• Resistance to antibiotics poses limited treatment alternatives for patients with certain bacterial infections.
• Sylvia Omulo, the lead researcher of the Kenyan studies, said bacteria has the potential to cause infections that are untreatable.
A new study shows patients admitted in hospitals for more than three days are likely to become resistant to some antibiotics.
A study by Washington State University showed patients who stay in hospitals for over three days have an increased likelihood of carrying a strain of bacteria that is resistant to a commonly prescribed group of antibiotics.
The study team discovered that 66 percent of patients admitted to hospitals in Kenya were infected with bacteria resistant to third-generation antibiotics.
According to the study published in the Clinical Infectious Diseases journal, third-generation cephalosporins antibiotics are usually administered for severe infections.
The resistance to these antibiotics poses restricted treatment alternatives for patients with certain bacterial infections.
The lead researcher was Sylvia Omulo, an assistant professor at WSU's Paul G. Allen School for Global Health.
She said the Kenyan studies show the bacteria have the potential to cause infections that are untreatable.
Omulo emphasised the importance of surveillance to gain a comprehensive understanding of the factors contributing to the coloniaation of these bacteria and their subsequent resistance to specific antibiotics.
Through an analysis of health records pertaining to [unidentified] Kenyan hospital patients harbouring cephalosporin-resistant bacteria, the researchers identified three key risk factors linked to colonisation.
They include prolonged hospitalisation exceeding three days, which was associated with a 132 percent increased risk, followed by intubation, which demonstrated a 73 percent increased risk.
Additionally, individuals with a positive HIV status exhibited a 70 percent increased risk of colonisation with cephalosporin-resistant bacteria.
The study was conducted to ascertain the prevalence of antibiotic- resistant bacteria.
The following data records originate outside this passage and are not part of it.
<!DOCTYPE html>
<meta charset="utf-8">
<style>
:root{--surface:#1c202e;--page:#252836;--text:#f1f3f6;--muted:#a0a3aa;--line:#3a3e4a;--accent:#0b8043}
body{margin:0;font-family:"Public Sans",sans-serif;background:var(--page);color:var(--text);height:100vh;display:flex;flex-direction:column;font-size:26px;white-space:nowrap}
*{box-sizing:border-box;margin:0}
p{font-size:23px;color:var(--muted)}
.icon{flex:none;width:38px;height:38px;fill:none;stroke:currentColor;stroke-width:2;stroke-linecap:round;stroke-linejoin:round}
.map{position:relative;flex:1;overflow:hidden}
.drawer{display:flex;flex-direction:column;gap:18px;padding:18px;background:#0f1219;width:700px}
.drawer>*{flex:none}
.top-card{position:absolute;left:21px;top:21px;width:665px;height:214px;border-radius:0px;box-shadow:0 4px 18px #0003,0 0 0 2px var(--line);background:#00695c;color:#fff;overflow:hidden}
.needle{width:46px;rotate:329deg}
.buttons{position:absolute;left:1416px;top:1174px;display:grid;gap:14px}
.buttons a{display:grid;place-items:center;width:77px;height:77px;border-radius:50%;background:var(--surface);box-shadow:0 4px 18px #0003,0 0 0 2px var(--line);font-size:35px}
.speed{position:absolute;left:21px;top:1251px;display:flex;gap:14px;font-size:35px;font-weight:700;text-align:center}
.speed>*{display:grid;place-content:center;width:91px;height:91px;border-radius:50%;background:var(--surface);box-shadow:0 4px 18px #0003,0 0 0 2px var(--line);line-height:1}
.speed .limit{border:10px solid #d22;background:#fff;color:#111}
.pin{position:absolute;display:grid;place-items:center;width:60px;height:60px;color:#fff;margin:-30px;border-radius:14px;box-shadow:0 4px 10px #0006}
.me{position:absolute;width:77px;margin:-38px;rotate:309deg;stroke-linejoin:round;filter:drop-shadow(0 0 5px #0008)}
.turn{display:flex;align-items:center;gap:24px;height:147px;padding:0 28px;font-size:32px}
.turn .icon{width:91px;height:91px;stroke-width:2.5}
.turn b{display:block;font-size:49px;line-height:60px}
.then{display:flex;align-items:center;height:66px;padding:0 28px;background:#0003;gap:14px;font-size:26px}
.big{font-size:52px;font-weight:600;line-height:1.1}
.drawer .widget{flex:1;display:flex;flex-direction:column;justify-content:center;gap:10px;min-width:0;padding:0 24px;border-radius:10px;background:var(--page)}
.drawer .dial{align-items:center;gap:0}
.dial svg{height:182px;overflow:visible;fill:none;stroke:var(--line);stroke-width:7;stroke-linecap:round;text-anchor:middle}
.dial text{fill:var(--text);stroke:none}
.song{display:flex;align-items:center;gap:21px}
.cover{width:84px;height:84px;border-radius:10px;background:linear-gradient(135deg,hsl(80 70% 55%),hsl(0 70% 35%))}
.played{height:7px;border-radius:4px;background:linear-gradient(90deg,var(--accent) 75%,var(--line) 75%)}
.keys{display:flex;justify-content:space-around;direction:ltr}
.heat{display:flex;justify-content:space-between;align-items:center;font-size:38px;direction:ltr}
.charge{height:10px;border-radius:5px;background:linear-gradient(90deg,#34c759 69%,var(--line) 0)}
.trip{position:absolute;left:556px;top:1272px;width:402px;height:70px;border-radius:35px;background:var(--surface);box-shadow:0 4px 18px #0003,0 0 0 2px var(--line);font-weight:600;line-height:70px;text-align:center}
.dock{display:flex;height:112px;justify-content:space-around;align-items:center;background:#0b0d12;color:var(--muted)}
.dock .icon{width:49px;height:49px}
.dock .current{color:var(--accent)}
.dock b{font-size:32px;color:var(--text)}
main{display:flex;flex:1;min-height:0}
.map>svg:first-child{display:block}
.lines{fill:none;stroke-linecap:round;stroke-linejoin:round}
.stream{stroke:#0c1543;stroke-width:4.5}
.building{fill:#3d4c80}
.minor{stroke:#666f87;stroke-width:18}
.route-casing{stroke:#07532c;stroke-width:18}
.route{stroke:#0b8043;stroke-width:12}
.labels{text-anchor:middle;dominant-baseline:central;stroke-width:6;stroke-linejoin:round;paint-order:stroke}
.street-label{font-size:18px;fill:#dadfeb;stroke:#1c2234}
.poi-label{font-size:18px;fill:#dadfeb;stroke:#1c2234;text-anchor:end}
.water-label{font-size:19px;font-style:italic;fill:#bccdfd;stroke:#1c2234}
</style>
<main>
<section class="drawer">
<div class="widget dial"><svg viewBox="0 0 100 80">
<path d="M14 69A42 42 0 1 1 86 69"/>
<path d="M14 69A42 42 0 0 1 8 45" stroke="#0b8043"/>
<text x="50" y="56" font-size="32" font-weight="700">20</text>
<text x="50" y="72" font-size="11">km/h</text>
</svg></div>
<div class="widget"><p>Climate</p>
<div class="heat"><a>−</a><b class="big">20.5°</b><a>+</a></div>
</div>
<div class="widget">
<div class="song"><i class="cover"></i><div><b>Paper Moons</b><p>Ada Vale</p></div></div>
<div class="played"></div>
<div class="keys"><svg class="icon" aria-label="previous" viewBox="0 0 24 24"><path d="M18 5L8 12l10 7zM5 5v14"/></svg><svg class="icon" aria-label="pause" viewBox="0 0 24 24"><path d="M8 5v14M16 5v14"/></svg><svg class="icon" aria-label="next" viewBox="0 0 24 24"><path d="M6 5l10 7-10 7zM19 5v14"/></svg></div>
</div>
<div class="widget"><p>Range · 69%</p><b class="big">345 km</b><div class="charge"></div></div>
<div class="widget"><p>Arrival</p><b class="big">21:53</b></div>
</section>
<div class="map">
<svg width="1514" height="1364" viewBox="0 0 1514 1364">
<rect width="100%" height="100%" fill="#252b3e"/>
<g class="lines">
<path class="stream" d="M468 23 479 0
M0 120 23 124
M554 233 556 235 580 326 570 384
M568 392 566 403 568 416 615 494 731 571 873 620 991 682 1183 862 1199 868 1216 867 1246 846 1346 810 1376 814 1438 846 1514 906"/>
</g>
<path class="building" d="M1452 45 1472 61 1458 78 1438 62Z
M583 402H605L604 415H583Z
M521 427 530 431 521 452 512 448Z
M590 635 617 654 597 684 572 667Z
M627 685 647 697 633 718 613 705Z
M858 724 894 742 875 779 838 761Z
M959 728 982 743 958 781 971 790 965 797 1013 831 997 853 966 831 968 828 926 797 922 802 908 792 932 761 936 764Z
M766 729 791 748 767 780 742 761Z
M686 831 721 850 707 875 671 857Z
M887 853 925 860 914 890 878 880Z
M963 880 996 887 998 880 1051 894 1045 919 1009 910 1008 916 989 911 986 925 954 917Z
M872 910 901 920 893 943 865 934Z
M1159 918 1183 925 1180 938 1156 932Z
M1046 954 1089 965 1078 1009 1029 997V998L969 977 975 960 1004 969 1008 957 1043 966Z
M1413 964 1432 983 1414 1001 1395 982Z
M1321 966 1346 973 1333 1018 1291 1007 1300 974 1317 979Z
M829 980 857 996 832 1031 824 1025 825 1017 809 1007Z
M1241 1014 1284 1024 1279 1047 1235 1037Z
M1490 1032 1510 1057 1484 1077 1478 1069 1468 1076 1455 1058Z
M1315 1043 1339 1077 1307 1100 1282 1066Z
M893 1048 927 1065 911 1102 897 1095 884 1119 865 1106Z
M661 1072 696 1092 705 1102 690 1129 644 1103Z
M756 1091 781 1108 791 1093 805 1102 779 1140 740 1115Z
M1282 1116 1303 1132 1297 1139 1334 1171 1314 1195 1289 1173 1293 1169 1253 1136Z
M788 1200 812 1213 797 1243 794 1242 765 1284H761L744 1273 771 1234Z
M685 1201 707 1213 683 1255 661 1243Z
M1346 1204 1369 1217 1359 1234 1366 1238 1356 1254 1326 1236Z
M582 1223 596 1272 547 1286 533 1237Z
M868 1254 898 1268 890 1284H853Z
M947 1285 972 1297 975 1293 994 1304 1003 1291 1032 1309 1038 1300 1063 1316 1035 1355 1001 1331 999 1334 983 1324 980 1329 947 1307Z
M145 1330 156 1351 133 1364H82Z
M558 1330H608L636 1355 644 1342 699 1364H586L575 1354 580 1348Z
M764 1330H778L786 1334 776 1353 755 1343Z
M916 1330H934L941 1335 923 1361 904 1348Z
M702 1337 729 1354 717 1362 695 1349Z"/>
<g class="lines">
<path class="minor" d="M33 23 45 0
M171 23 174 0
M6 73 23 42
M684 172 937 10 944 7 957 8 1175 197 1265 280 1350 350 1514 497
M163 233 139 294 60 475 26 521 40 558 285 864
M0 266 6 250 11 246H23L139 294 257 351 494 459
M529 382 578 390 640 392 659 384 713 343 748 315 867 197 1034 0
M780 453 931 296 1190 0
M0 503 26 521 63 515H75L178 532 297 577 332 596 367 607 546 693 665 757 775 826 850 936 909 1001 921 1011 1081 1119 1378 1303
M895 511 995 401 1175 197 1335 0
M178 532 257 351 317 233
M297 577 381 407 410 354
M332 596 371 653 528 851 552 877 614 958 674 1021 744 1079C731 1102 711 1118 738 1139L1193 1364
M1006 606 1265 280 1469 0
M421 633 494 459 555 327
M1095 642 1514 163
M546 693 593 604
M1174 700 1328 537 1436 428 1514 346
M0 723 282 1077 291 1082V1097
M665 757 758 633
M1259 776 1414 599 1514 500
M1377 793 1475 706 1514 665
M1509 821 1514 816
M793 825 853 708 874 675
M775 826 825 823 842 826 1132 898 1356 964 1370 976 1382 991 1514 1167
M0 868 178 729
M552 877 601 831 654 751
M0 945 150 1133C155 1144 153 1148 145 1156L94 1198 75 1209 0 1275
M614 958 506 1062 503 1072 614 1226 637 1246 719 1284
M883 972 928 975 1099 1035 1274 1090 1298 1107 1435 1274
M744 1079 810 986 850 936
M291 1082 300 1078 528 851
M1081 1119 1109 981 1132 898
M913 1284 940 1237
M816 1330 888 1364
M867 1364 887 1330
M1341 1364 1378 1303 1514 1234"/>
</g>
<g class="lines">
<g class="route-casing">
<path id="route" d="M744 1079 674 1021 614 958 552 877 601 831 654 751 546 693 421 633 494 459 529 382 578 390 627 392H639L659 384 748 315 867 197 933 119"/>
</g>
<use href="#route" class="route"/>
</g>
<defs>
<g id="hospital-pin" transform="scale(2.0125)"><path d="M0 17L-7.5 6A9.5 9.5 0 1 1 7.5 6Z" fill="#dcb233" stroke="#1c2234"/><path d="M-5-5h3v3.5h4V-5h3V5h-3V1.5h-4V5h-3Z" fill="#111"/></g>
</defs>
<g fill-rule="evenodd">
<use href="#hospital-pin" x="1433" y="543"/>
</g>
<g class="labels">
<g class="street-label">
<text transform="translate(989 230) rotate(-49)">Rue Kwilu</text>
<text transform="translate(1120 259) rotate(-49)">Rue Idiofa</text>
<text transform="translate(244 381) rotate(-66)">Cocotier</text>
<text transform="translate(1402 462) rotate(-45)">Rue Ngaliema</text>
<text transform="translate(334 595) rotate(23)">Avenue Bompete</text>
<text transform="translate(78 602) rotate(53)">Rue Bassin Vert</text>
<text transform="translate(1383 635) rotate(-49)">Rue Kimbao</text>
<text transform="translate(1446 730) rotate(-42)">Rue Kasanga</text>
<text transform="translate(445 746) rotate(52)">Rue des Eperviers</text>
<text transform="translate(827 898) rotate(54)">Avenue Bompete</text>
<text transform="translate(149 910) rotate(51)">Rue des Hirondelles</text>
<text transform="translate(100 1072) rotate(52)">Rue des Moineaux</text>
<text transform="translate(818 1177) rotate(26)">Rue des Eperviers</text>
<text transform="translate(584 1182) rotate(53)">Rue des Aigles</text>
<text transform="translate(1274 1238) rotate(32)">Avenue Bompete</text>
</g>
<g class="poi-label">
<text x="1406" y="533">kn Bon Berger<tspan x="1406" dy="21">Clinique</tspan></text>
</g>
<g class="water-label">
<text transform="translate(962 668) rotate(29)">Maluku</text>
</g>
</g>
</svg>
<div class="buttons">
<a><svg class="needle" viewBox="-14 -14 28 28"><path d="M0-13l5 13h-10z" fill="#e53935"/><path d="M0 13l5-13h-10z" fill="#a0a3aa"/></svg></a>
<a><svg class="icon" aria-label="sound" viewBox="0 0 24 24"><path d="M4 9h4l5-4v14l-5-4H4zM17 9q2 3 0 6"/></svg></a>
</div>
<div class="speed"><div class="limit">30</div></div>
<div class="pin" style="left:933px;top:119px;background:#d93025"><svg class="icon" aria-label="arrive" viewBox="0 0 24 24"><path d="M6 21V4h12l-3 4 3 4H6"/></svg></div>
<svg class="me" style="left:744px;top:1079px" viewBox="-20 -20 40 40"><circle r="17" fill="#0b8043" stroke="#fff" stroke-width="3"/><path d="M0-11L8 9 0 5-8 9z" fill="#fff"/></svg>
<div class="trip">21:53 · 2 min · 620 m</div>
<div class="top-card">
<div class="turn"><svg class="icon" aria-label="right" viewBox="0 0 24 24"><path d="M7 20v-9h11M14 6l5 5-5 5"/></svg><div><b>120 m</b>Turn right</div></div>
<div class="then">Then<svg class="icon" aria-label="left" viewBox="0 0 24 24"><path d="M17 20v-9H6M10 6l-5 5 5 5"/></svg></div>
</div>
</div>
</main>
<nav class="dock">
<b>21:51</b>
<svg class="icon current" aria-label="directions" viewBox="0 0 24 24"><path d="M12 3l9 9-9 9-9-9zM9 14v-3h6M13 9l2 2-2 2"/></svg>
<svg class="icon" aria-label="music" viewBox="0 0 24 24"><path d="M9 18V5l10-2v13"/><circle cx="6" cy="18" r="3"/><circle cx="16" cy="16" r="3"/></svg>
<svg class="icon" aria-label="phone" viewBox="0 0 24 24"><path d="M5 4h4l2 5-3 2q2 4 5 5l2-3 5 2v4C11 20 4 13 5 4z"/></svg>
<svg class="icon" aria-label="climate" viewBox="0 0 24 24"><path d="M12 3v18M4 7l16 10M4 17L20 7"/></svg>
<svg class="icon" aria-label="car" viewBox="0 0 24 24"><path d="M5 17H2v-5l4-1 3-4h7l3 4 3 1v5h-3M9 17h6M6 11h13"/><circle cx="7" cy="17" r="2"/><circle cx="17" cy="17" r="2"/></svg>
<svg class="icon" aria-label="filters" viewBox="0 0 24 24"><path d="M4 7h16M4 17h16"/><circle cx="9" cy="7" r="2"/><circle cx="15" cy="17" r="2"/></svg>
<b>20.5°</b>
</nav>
It was further aimed at identifying the factors that contribute to the colonisation of individuals with bacteria that are resistant to crucial and commonly prescribed antibiotics.
In a study conducted in Kenyan communities, it was observed the probability of being colonised by cephalosporin-resistant bacteria increased by 12 percent with each visit to hospitals and clinics.
In addition, individuals who raised poultry were found to be 57 percent more likely to have the resistant bacteria.
Previous and ongoing research in both Kenya and Guatemala further showed the significance of bacterial transmission resulting from inadequate sanitation and hygiene practices in health facilities.
It remains unclear whether contact with the healthcare system serves as a source of transmission for these bacteria or if individuals seeking medical care are inherently more prone to harboring them.
Professor Douglas Call, who was the corresponding author for the publication, said individuals who have interactions with the healthcare system are more likely to carry these bacteria, but the underlying reasons are still unknown.
“To distinguish between causation and correlation, we require longitudinal tracking of the same individuals over time, along with documenting how their colonisation status changes with different behaviours. Studies to address these questions are currently being established and will be conducted in the upcoming year,” Call said.
The research was carried out in collaboration with the Centers for Disease Control and Prevention (CDC), University del Valle de Guatemala, the University of Nairobi and the Kenya Medical Research Institute (Kemri).
CDC funded for the study, which is part of the larger Antimicrobial Resistance in Communities and Hospitals (Arch) study partnership, encompassing research projects in six countries.